- Saved data entries -
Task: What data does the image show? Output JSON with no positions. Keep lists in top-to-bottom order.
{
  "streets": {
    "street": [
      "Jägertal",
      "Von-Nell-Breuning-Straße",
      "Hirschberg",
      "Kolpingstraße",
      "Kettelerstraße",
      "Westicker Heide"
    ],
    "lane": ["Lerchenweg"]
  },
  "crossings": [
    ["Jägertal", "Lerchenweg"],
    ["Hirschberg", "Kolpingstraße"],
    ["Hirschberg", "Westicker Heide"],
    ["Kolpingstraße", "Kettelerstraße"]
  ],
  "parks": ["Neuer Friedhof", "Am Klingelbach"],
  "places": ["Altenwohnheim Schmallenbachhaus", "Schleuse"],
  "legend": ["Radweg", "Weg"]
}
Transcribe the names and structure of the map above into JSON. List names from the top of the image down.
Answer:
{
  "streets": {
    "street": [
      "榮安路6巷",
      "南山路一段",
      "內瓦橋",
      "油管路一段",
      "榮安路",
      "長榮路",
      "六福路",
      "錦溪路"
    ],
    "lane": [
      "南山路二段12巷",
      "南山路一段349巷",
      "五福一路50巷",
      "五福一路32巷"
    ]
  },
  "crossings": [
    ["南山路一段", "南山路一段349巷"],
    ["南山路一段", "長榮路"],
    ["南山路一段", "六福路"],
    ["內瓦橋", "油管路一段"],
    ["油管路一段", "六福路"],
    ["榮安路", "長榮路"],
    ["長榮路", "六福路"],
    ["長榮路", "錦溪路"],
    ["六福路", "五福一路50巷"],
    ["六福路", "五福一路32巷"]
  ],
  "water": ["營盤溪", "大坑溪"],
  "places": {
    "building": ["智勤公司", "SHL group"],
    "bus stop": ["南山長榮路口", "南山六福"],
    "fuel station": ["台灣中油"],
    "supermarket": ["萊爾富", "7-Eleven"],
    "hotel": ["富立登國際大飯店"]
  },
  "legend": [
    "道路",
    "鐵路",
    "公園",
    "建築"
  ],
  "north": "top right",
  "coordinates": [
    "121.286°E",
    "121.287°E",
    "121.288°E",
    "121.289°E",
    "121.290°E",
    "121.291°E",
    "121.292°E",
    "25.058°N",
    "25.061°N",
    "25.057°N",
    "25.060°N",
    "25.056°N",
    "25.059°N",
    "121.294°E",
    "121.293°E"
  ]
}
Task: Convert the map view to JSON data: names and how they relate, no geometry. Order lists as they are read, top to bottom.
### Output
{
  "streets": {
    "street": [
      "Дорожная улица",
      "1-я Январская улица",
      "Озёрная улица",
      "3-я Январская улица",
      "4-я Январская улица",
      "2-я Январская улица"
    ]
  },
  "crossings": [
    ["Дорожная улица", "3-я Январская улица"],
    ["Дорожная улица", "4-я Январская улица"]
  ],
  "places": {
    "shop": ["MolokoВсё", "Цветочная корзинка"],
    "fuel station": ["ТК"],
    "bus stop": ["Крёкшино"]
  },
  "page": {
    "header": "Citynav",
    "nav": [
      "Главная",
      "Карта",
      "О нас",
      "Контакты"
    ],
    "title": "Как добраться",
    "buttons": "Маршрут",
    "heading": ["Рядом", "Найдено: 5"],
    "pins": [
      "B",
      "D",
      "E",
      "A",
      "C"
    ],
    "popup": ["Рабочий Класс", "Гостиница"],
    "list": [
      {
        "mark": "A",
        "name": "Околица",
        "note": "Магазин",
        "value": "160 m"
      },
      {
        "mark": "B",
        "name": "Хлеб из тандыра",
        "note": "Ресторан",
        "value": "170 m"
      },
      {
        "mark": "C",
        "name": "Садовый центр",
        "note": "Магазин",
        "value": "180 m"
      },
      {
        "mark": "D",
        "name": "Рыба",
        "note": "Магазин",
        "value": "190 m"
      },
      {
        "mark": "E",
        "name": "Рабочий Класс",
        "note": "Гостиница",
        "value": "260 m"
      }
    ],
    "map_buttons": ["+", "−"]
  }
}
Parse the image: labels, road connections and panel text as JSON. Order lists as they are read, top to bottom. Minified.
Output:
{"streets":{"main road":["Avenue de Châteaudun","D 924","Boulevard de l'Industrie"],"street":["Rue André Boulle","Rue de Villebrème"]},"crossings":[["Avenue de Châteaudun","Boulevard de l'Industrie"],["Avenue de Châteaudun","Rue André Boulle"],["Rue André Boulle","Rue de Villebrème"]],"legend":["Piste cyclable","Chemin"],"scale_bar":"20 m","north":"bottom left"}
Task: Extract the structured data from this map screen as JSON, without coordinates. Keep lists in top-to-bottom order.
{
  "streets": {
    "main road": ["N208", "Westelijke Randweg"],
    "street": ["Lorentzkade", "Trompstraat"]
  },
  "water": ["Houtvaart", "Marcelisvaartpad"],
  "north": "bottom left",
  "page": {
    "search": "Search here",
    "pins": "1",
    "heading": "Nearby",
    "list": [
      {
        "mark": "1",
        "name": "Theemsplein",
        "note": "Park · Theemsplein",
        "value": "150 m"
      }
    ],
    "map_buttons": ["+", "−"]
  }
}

- The task -
What is needed is each line from the records with the word "coordinates" in it.

- Exercise response -
  "coordinates": [
Task: Extract the structured data from this map screen as JSON, without coordinates. Keep lists in top-to-bottom order.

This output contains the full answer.